Supplied material
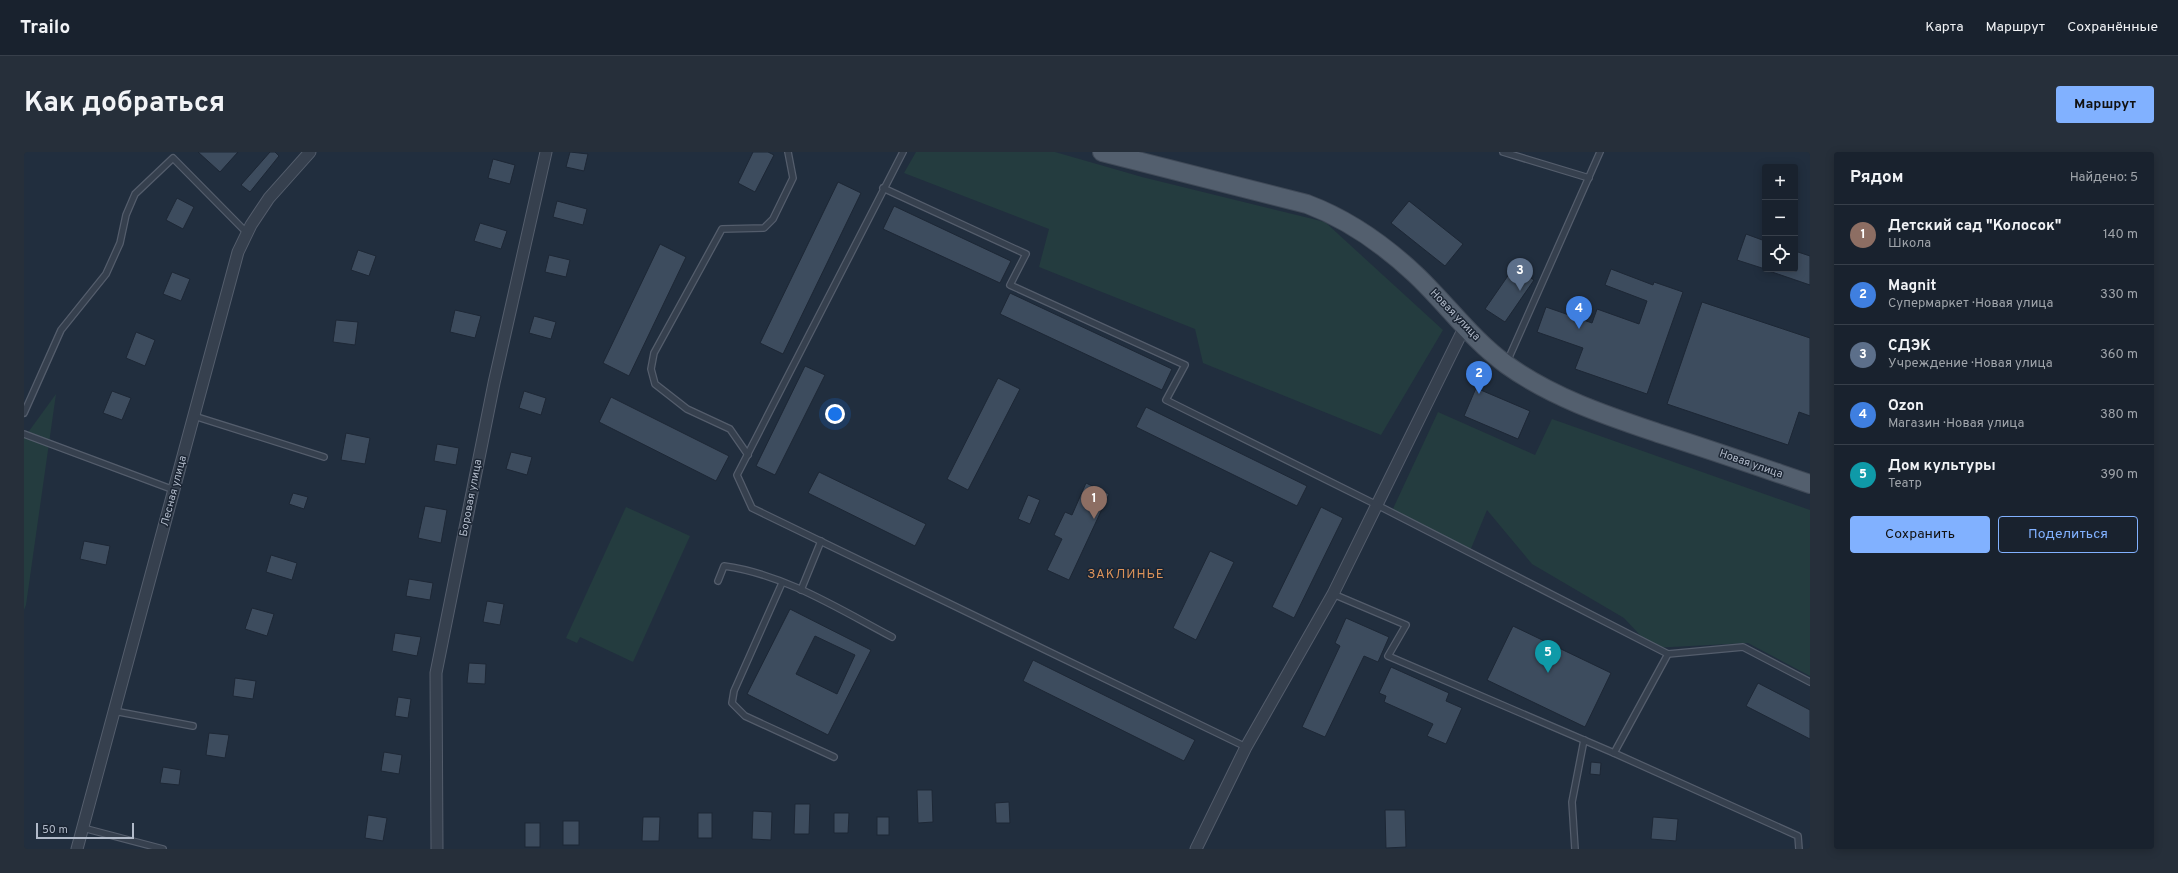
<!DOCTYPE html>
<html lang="ru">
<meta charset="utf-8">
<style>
body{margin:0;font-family:Overpass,sans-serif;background:#262f3a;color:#f1f3f6}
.controls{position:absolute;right:12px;top:12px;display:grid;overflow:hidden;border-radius:4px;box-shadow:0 2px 10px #0003}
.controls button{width:36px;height:36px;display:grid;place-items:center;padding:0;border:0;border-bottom:1px solid #373f4a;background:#19222e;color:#f1f3f6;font:20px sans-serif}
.scale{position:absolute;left:12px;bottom:10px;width:98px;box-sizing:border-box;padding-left:4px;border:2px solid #b1bac9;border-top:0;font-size:11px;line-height:14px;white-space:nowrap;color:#b1bac9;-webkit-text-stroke:3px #1b2533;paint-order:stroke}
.you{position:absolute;left:811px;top:262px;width:14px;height:14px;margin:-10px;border:3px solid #fff;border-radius:50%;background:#1a73e8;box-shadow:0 0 0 6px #1a73e833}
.badge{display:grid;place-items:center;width:26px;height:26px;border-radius:50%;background:#81b1ff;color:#fff;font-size:13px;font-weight:700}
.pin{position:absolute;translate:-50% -33px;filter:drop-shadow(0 1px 2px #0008)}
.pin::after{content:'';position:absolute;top:21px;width:14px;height:12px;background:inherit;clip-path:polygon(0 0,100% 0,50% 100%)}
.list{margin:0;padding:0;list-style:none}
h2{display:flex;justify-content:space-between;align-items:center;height:52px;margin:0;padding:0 16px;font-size:17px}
h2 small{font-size:13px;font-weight:400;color:#9fa4aa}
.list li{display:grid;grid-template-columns:26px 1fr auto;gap:12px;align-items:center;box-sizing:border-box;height:60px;padding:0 16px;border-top:1px solid #373f4a}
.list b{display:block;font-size:15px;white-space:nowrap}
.list p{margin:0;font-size:13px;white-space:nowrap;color:#9fa4aa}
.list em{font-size:13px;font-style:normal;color:#9fa4aa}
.actions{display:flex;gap:8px;padding:12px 16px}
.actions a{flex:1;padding:9px 0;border:1px solid #81b1ff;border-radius:4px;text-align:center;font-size:14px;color:#81b1ff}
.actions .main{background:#81b1ff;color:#111}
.icon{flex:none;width:22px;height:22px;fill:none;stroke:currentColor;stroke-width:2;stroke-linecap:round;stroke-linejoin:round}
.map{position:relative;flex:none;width:1786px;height:697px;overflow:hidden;border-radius:4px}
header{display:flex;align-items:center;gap:24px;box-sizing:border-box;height:56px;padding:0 20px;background:#19222e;border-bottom:1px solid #373f4a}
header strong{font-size:19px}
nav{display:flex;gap:22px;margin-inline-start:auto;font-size:14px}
.intro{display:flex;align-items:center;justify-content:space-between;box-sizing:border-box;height:96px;padding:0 24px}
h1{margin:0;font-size:28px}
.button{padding:10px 18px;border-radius:4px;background:#81b1ff;color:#111;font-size:14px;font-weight:700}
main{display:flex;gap:24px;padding:0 24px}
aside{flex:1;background:#19222e;border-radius:4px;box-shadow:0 2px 10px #0003}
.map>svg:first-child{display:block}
</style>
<header>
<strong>Trailo</strong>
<nav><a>Карта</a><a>Маршрут</a><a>Сохранённые</a></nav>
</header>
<div class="intro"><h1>Как добраться</h1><a class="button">Маршрут</a></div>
<main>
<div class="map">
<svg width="1786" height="697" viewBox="0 0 1786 697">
<rect width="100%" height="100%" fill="#212e3e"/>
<g fill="#243c3f">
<polygon points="892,0 1031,0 1118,25 1301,70 1419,178 1357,283 1179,211 1171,177 1015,115 1025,77 880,21"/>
<polygon points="32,242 2,453 0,458 0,286"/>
<polygon points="1414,260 1511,303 1528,267 1786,358 1786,524 1724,491 1628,496 1600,466 1508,412 1463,358 1446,399 1367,361"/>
<polygon points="602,355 666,384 609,510 556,485 553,491 542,486"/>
</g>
<g fill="#3d4c5e" stroke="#1d2735" fill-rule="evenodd">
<polygon points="174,0 214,0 196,20"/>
<polygon points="246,0 251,0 255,4 226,40 217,33"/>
<polygon points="546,0 564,2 560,19 542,15"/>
<polygon points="729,0 744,0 750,3 731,40 714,31"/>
<polygon points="469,7 491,13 486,32 464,26"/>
<polygon points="814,30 837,41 759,202 736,191"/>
<polygon points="153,46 170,55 159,77 142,68"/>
<polygon points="533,49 563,57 559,73 529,65"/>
<polygon points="1385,49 1439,92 1421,114 1367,71"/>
<polygon points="870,54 987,109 976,131 859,77"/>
<polygon points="456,71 483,79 477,97 450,89"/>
<polygon points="1722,82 1741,89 1741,117 1713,108"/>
<polygon points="636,92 662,105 605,224 579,211"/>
<polygon points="334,98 352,104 345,124 327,118"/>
<polygon points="1771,99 1786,104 1786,133 1745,119 1746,117 1771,117"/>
<polygon points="525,103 546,108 542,125 521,120"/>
<polygon points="1490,115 1510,128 1481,170 1461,157"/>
<polygon points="1587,117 1629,133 1630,130 1659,140 1623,242 1551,217 1559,196 1513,180 1522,155 1568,171 1573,157 1615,172 1623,149 1581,133"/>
<polygon points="148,120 166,127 157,149 139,142"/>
<polygon points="986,141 1148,217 1138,238 976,162"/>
<polygon points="1678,150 1786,186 1786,264 1775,260 1764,293 1643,252"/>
<polygon points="431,158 457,164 451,186 426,180"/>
<polygon points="510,164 532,170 527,187 505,181"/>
<polygon points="312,168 334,170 331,193 309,190"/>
<polygon points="112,180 131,188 121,214 102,206"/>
<polygon points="781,214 801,223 751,323 732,314"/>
<polygon points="974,226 996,237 944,338 923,327"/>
<polygon points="1452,236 1506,259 1494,287 1440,264"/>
<polygon points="88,239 107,246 98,268 79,261"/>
<polygon points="500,239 522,246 517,263 495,256"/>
<polygon points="587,245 705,304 692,329 575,270"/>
<polygon points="1122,255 1283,334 1273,354 1112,275"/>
<polygon points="322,281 346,286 341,312 317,308"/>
<polygon points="413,292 435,296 432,313 410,309"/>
<polygon points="487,300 508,305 503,323 482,317"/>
<polygon points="795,320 902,372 891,394 784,341"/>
<polygon points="1062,331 1085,342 1045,428 1023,418 1038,387 1030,383 1041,360 1048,363"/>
<polygon points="269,341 284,345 280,357 265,352"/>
<polygon points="1004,343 1016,348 1006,372 994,367"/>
<polygon points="401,354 423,358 417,391 394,386"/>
<polygon points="1297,355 1319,366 1270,466 1248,455"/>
<polygon points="60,389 86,394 82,413 56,407"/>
<polygon points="1186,399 1210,410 1172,488 1149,476"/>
<polygon points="247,403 273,411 268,428 242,420"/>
<polygon points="385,427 409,431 406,448 382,444"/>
<polygon points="463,449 480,452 476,473 459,470"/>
<polygon points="228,456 250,462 243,484 221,477"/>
<path d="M766,457L847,498L804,583L723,542ZM791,484L831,503L813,542L772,522Z"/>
<polygon points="1322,466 1365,485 1354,510 1340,504 1301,585 1278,575 1316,494 1311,491"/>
<polygon points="1489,474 1587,521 1561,575 1463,528"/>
<polygon points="371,481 397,485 393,504 368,499"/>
<polygon points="1009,508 1171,588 1160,609 999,529"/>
<polygon points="445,511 462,512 461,532 443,531"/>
<polygon points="1367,515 1425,541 1422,549 1438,556 1422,592 1403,584 1409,572 1360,550 1362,544 1355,541"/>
<polygon points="211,526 232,529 229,547 209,544"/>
<polygon points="1734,531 1786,558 1786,587 1722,554"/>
<polygon points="374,545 387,547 384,566 371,564"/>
<polygon points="185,581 205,583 201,606 182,603"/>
<polygon points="360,600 378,603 375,622 357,619"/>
<polygon points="1567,610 1577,611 1576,623 1566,622"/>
<polygon points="139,615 157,618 155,633 136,631"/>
<polygon points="893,638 908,638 909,670 894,671"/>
<polygon points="985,650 986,671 972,671 971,651"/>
<polygon points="771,652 786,652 785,682 770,682"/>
<polygon points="1361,658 1381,658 1382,695 1362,696"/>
<polygon points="729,659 748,660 747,688 728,687"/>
<rect x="674" y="661" width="14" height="25"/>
<polygon points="810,661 825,661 824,681 810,681"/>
<polygon points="344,663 363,666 359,689 341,686"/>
<polygon points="619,665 636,665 635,689 618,689"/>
<rect x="853" y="665" width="12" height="18"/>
<polygon points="1629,665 1654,667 1652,689 1627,687"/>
<rect x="539" y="669" width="16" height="24"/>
<rect x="501" y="671" width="15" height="24"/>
</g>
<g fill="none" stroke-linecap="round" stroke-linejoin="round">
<defs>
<g id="service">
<polyline points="879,0 713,323 728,356 1222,595"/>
<polyline points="1479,0 1565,26"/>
<polyline points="859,36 1002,102 986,133 1161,213 1142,248 1353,353 1644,502 1719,495 1786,530"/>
<polyline points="1483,210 1576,0"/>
<polyline points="0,261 37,178 82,122 96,91 102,63 111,42 149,6 223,81"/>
<polyline points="170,264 300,305"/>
<polyline points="0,282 150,338"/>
<polyline points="724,303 706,277 663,257 631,232 627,217 630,201 698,77 740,76 749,67 769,26 764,0"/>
<path d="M694,429L700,414C760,422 815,457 868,485"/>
<polyline points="758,431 710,539 708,551 721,564 810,605"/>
<polyline points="777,438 797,389"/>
<polyline points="1309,442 1382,473 1364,504 1590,601 1774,684 1775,697"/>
<polyline points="90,559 169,574"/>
<polyline points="1590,601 1644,502"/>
<polyline points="59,676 139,697"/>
<polyline points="1551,697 1548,650 1560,588"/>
</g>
<g id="minor">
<polyline points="53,697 214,100 227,73 245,46 286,0"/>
<polyline points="413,697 412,521 470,231 522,0"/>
<polyline points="1172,697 1222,595 1309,442 1441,174"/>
</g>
<path id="primary" d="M1078,0L1283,52C1323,67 1359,92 1391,122C1422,151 1448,188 1483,213C1529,246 1584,264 1637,282C1687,298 1736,315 1786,332"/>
</defs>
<use href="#service" stroke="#545d6c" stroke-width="8"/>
<use href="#minor" stroke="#545d6c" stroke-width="13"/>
<use href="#primary" stroke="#3f4957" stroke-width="20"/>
<use href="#service" stroke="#36404e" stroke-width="5.5"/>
<use href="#minor" stroke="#36404e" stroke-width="11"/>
<use href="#primary" stroke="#535f6e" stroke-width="18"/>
</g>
<g text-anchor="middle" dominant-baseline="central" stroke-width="3" stroke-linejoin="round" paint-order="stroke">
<g font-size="11" fill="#b1bac9" stroke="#1b2533">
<text transform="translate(1431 163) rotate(46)">Новая улица</text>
<text transform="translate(1727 312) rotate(19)">Новая улица</text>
<text transform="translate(150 339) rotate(-75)">Лесная улица</text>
<text transform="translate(447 346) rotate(-79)">Боровая улица</text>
</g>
<g font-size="13" letter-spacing="1" fill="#dc935a" stroke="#1b2533">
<text x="1102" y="423">ЗАКЛИНЬЕ</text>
</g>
</g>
</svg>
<div class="controls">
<button>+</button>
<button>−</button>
<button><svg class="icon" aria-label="locate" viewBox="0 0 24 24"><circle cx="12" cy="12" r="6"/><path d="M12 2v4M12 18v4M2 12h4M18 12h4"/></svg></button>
</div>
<div class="scale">50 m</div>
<div class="you"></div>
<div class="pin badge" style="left:1070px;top:367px;background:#8d6e63">1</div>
<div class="pin badge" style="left:1455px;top:242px;background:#3f7fe0">2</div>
<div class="pin badge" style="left:1496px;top:139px;background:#5c6f8a">3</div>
<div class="pin badge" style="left:1555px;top:177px;background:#3f7fe0">4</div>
<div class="pin badge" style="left:1524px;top:521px;background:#0f9aa8">5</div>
</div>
<aside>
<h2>Рядом<small>Найдено: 5</small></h2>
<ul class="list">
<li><span class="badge" style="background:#8d6e63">1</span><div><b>Детский сад &quot;Колосок&quot;</b><p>Школа</p></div><em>140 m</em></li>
<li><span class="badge" style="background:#3f7fe0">2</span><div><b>Magnit</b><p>Супермаркет · Новая улица</p></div><em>330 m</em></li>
<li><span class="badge" style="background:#5c6f8a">3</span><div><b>СДЭК</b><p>Учреждение · Новая улица</p></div><em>360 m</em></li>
<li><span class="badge" style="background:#3f7fe0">4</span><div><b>Ozon</b><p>Магазин · Новая улица</p></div><em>380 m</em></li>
<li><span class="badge" style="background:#0f9aa8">5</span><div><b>Дом культуры</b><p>Театр</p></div><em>390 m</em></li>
</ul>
<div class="actions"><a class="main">Сохранить</a><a>Поделиться</a></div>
</aside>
</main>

Task requirements
Across all the entries above, how many lines hold the word "overflow"? Answer with the number only.

Answer box
2